What made you want to join Queer as Folk?

[I came] in to try to help what I considered a civil rights struggle. From that, the only changes were that I think we made a difference.

What differences do you think you made?

I notice it in the interaction with the people I meet and the emails I receive. There are thousands of people [and] families that have changed due to the show. [It’s like] that ripple in a pond effect over time. You couldn’t ignore it, it was dead serious.

Did you think it would get the reaction that it did?

Yes, it had to, if anyone saw it.The only question was if people were going to see it. At that point, it was on Showtime, which was a struggling network. I knew that if people tuned in and watched it, it would change their minds forever.

Was there ever a point in your life that you wanted to do something besides entertain?

No, it just felt the most natural. [But] I grew up in Kentucky. It was never an option to be an entertainer. The characters played on [television] screen were kind of magical to me. I didn’t know they were people who actually got a job. I moved to Chicago and suddenly this world opened up to me, [that] these people do this for a paycheck. That was a huge awakening for me. I was like, “then that’s what I’m going to do!”

What was the most challenging thing you have done in your career thus far? That’s hard because every time you level up in this industry, there’s a challenge. Every time you want to do something new, it’s like your starting from scratch. The truth is, the hardest part was moving from Chicago to Los Angeles. I graduated high school and 16 days later I drove to LA. I was going to be an actor, comedian [and] entertainer- period. That’s how it was going to work, I was going to work and I got in my car and did it.

You’ve been in bands since high school. How did your band, Zero 1, come about?
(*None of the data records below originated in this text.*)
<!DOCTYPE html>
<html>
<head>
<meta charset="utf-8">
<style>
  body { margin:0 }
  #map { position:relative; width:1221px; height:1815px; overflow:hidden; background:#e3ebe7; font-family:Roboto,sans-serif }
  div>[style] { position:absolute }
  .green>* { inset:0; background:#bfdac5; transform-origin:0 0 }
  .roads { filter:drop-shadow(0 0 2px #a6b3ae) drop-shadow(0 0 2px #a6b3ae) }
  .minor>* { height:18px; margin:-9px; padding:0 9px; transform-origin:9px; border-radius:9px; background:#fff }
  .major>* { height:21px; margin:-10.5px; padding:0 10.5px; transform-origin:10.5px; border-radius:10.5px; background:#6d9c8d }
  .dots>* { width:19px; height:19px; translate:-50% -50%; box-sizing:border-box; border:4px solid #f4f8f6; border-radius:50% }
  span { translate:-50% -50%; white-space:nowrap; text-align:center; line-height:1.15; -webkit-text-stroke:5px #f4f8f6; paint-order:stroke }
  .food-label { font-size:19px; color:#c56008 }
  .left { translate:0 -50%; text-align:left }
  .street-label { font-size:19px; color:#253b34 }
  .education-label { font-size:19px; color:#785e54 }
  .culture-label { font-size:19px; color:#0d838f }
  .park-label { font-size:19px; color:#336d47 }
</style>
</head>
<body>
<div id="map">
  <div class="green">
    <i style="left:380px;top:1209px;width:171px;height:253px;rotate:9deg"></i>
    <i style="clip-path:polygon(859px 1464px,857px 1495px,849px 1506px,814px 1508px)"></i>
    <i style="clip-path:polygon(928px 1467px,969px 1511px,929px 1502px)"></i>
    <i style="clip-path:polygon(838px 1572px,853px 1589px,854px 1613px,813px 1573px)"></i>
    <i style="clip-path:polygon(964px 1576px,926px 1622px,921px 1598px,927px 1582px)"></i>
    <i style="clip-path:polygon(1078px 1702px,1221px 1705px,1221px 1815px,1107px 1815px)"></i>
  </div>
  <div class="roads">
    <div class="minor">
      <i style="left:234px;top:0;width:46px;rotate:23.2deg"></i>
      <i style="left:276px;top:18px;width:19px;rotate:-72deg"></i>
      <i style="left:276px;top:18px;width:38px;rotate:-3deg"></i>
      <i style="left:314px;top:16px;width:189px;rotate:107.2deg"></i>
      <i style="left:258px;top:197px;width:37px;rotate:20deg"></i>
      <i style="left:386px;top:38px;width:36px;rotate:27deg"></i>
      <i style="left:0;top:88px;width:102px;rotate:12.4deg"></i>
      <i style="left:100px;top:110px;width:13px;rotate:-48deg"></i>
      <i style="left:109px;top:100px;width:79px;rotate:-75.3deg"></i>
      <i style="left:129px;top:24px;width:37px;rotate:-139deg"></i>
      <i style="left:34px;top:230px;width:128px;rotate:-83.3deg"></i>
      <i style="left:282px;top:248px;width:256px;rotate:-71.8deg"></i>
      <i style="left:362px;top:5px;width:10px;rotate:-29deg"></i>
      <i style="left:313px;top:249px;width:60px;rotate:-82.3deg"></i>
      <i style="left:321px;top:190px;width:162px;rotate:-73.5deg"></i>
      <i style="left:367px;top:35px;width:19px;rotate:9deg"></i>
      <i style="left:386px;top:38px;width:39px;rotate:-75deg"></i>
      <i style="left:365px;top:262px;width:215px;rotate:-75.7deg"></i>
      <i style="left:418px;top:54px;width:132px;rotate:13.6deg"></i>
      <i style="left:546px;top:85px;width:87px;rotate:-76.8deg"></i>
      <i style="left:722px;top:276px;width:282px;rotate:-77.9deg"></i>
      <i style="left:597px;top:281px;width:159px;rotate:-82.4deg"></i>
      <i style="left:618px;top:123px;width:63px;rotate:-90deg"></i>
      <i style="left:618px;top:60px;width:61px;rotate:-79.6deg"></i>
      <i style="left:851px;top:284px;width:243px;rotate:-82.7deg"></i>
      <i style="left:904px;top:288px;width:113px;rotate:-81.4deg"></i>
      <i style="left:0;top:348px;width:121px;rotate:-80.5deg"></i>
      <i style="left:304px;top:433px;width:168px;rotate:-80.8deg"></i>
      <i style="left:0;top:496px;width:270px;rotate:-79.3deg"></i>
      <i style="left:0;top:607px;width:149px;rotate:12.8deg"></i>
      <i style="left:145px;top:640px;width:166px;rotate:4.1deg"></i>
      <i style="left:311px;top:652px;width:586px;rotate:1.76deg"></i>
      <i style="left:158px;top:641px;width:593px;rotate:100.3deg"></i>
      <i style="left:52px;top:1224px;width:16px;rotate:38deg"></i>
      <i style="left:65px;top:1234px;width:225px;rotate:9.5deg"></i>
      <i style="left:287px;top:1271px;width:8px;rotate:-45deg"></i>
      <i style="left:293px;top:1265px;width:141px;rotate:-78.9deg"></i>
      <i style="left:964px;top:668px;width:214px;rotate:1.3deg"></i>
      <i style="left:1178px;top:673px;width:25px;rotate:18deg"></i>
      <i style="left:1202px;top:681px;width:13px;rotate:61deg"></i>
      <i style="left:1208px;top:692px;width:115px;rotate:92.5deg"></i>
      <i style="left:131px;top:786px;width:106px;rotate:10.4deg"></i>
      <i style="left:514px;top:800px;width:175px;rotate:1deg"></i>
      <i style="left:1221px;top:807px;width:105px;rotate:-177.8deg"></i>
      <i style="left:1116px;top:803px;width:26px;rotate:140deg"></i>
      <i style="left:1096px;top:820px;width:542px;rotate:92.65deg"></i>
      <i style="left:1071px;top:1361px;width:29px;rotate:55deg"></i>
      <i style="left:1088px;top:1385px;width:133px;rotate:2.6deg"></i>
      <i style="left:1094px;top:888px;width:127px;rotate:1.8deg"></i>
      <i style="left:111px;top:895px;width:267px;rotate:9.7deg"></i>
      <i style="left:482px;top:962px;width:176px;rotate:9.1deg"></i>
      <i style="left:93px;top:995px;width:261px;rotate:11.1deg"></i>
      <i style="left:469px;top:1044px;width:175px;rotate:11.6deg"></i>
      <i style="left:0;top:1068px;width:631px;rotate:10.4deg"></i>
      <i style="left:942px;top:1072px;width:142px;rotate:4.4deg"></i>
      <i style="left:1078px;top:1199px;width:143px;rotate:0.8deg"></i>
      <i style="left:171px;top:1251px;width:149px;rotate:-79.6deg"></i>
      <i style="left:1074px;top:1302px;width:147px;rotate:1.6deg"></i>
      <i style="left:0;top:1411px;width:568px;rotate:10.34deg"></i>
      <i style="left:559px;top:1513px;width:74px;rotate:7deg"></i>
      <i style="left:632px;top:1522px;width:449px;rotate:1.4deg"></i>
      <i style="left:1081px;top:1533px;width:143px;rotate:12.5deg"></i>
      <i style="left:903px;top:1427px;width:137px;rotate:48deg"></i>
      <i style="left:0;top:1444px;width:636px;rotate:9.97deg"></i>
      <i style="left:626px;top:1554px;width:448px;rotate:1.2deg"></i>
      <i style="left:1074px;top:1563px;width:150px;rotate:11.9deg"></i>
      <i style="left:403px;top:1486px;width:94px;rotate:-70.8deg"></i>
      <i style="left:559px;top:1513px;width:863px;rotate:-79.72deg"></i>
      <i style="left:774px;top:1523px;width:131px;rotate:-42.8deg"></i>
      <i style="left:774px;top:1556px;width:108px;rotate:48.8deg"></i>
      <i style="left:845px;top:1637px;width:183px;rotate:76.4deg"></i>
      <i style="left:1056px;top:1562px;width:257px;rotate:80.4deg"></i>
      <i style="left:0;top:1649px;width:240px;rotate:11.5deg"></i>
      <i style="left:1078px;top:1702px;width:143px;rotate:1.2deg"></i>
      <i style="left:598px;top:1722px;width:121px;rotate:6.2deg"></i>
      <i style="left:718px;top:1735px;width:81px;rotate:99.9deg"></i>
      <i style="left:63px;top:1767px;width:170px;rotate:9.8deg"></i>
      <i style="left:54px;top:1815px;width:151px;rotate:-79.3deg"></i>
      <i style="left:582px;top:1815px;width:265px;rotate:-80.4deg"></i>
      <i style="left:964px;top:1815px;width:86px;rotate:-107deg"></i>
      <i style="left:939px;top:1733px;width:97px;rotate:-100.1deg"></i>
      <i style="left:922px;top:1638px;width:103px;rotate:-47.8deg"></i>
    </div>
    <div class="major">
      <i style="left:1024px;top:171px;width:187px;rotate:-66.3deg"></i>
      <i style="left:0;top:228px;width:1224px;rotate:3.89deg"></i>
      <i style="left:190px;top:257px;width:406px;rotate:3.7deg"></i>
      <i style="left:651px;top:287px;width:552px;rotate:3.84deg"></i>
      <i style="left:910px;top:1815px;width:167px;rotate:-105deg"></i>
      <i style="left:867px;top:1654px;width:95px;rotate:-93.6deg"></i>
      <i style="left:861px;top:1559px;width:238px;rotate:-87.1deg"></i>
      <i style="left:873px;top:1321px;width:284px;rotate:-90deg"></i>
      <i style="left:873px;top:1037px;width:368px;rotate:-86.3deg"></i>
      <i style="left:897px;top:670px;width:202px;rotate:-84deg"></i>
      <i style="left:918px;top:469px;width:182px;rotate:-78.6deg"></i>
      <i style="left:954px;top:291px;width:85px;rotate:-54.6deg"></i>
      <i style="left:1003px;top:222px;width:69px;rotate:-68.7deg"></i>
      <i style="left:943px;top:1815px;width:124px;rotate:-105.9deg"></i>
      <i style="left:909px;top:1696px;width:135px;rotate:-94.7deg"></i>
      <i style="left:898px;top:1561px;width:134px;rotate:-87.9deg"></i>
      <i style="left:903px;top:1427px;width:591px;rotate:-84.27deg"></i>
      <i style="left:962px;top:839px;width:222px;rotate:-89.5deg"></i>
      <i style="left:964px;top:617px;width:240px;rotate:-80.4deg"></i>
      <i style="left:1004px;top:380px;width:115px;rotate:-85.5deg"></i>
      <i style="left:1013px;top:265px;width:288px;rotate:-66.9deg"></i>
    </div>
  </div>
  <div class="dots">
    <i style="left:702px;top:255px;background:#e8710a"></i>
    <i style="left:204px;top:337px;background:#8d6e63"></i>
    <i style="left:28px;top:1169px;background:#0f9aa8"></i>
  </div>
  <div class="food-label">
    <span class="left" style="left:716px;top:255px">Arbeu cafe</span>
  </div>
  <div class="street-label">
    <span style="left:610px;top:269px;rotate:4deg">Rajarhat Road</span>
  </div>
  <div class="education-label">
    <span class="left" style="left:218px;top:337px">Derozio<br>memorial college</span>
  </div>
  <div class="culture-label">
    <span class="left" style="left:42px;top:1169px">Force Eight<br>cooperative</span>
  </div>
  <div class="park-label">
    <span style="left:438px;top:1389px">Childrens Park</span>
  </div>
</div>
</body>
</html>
I’ve been recording songs for years, some which I was really starting to like. My bass player, who is in the band now, did my make up on Talk Soup. He listened to [my music], and he said “Dude you need to play these live.” And I was like “You know, I can’t play and sing at the same time. I don’t know if I can manage this.” He was on a mission and talked me into it. He booked the rehearsal dates and found a drummer.

How long did it take to record the album?

It took us about seven months out of last year. I’m really proud of it. It’s going to be out on iTunes in a couple of weeks.

Would there be anything else that you would want to do?

It’s really now just what type of stuff. I really want to do Action/comedy films, because that’s what I grew up watching. I watched Raiders of the Lost Ark, Star Wars, Beverly Hills Cops and Fletch. To me, that’s the pinnacle of the kind of work I want to do, and that’s what I love to watch. Once you get to the point where you can do that, it’s all about doing stuff that would make you proud and enjoy the process.

Seeing how you are living proof that it is possible to have more then one set career path and excel in all of them, do you have any last inspiring words to the struggling college student?

Learn everything you can about everything you can. They say the average American worker changes jobs 7 times in their lives. The trick now is to be an amazing generalist, be capable on all fronts and learn a lot. Whatever you learn in one area you can bring it to other jobs. Learn a Foreign language, learn a musical instrument. That will rewire your brain. Learn history so you don’t repeat it.

Sparks will be performing his stand-up comedy routine on Saturday, March 24th, at the Hard Rock Casino in Orlando.